Proponents argue it will help policymakers determine which education programs are working. For example, lawmakers can see how many students from a particular class graduate from high school, go onto college and enter a particular industry.

Some critics, however, question whether such a system is necessary and if the state is collecting too much information on students.

“I never thought education was preparing kids to get to the workforce. I thought that was a byproduct of education,” said State Sen. Scott Hammond, R-Las Vegas. “I think that’s too much information.”

Erquiaga tried to assuage concerns about student data privacy.

“The law prohibits us from releasing student information,” Erquiaga said. “Student information is private.”

Erquiaga argued his department has long collected relevant student and academic information to create accountability reports using aggregate student data.

“I only want information that will help students and educators improve,” Erquiaga said. “Without this information, we can’t make these kinds of policy decisions at the state level.”

John Eppolito, who has four children in public schools in Northern Nevada, urged state lawmakers to study Nevada’s contract with Smarter Balanced. The former teacher who is fighting the implementation of new Common Core standards also encouraged lawmakers to adopt an opt-out policy for parents who didn’t want their children to be tested.

“There’s no firewall that cannot be breached,” Eppolito said. “You have to find a way to protect us.”

Laws on books protect students' privacy

Currently, a patchwork of federal and state laws govern how student information is collected and used.

The Federal Education Rights and Privacy Act, adopted in 1974 and revised in recent years, limits school districts from disclosing student records with personally identifiable information. The federal law allows for some exceptions, such as research and school contractors. (School bus companies, for example, need student information such as homes addresses, to provide transportation services.)

However, some privacy advocates argue current federal and state laws leave too much to interpretation and don’t account for new technologies, such online portals for homework assignments and lessons.
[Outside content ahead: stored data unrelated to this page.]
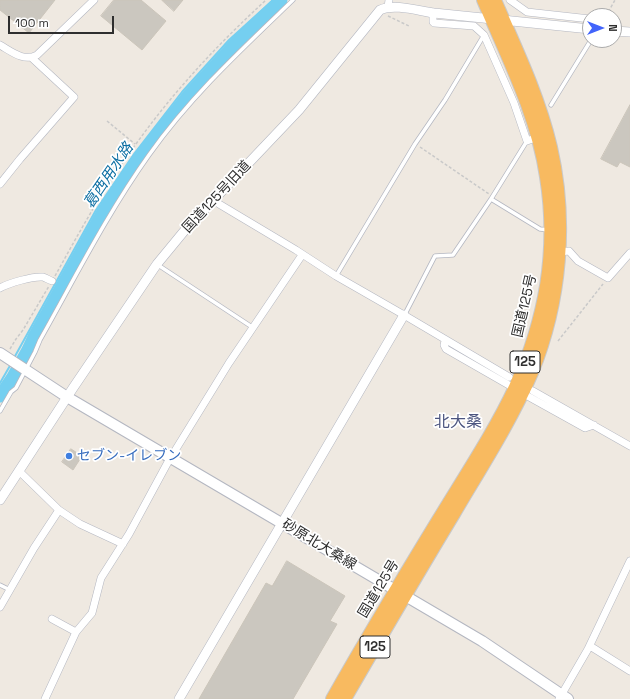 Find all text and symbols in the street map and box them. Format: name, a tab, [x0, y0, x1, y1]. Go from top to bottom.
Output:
scale bar	[10, 8, 116, 34]
north arrow	[582, 8, 622, 48]
text: 100 m	[15, 15, 49, 31]
text: N	[606, 24, 620, 32]
water label: 葛西用水路	[81, 140, 137, 212]
street label: 国道125号旧道	[179, 157, 255, 237]
street label: 国道125号	[510, 273, 540, 339]
road number: 125	[510, 351, 540, 373]
district label: 北大桑	[434, 413, 482, 433]
place label: セブン-イレブン	[77, 448, 181, 464]
marker: セブン-イレブン	[64, 451, 74, 461]
street label: 砂原北大桑線	[279, 516, 359, 574]
street label: 国道125号	[355, 557, 403, 621]
road number: 125	[360, 636, 390, 658] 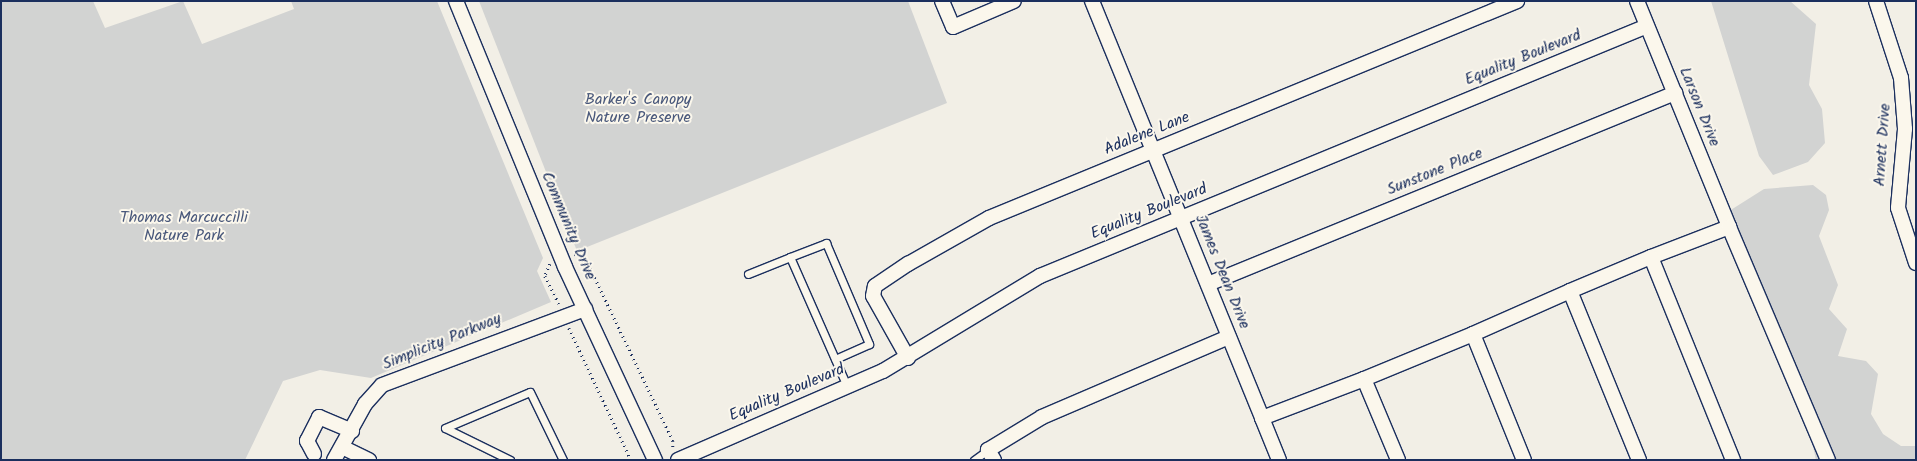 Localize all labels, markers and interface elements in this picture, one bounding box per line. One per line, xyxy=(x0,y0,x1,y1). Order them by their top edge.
street label: Equality Boulevard xyxy=(1462,26,1584,90)
street label: Larson Drive xyxy=(1674,64,1724,150)
park label: Barker's Canopy Nature Preserve xyxy=(585,90,691,128)
street label: Arnett Drive xyxy=(1871,103,1895,187)
street label: Adalene Lane xyxy=(1101,108,1193,160)
street label: Sunstone Place xyxy=(1384,144,1486,200)
street label: Community Drive xyxy=(537,169,599,283)
street label: Equality Boulevard xyxy=(1088,180,1210,244)
park label: Thomas Marcuccilli Nature Park xyxy=(120,208,248,246)
street label: James Dean Drive xyxy=(1190,212,1254,332)
street label: Simplicity Parkway xyxy=(380,309,504,375)
street label: Equality Boulevard xyxy=(726,360,848,426) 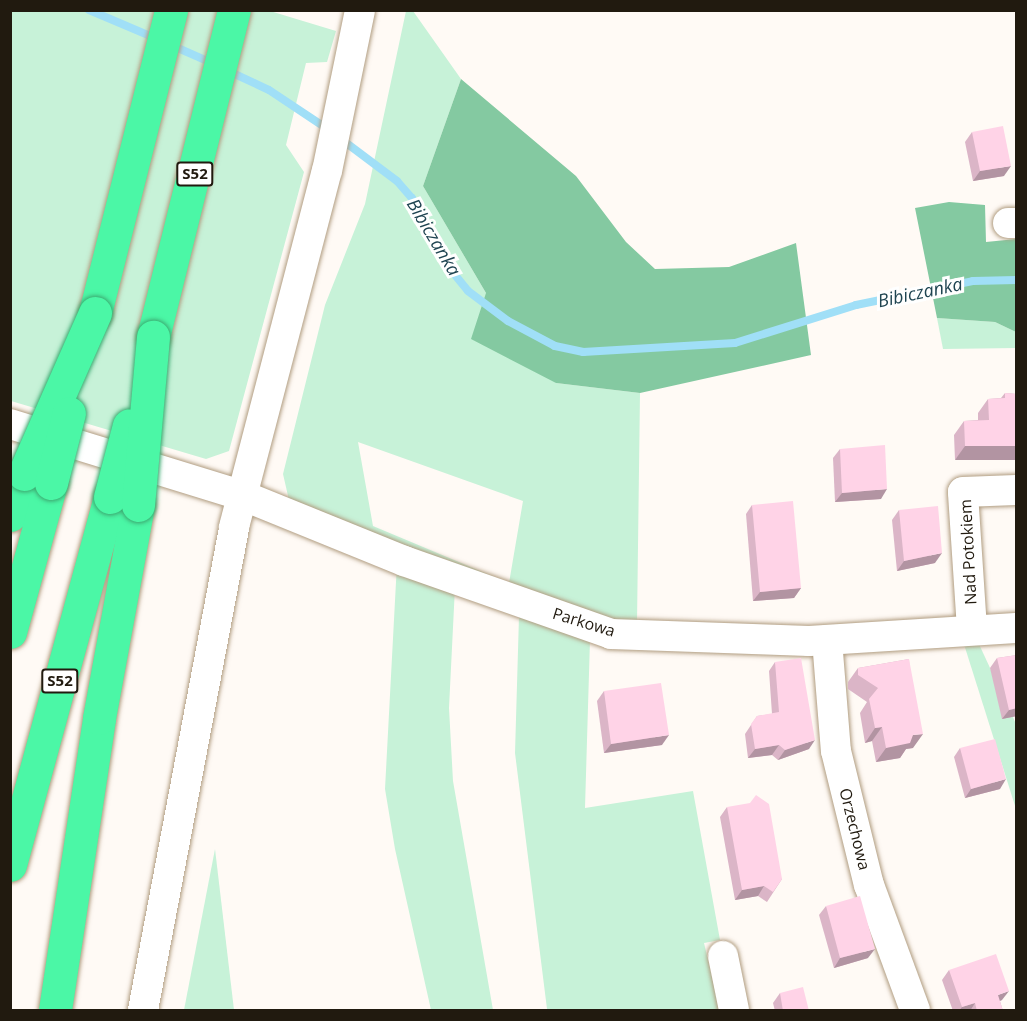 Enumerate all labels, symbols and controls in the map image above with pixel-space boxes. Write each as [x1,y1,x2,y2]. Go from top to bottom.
road number: S52 [176,162,214,186]
water label: Bibiczanka [403,195,465,279]
water label: Bibiczanka [876,273,964,311]
street label: Nad Potokiem [956,499,980,605]
street label: Parkowa [550,603,618,641]
road number: S52 [40,669,80,693]
street label: Orzechowa [836,786,874,872] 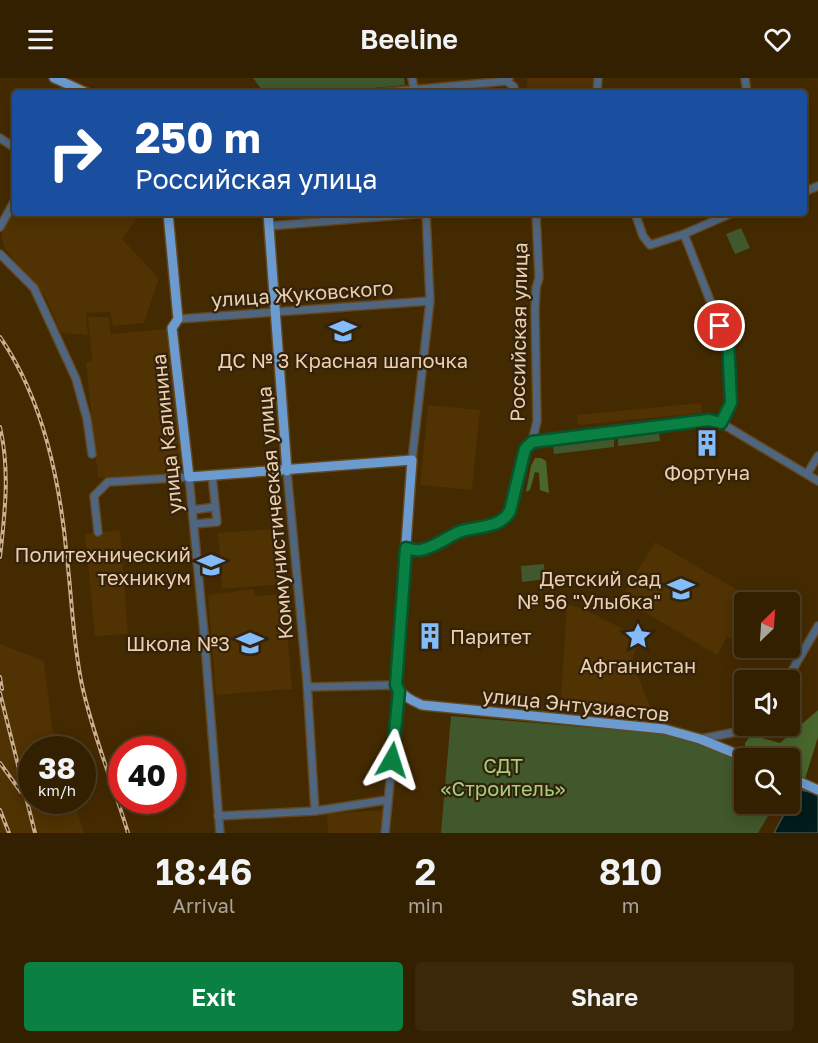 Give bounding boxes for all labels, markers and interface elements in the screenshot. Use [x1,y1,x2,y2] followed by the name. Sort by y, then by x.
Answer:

On Tuesday, the U.S. Education Department urged school districts to review what online services are being used in schools. The department also encouraged districts develop procedures to evaluate and approve educational services and, when possible, draft a legal contract.

State legislatures are also taking action to improve student privacy laws. In recent months, legislators in 26 states have introduced bills to limit the kinds of student data can be shared and with whom, along with beefing up penalties for illegal disclosures.

The Associated Press contributed to this report.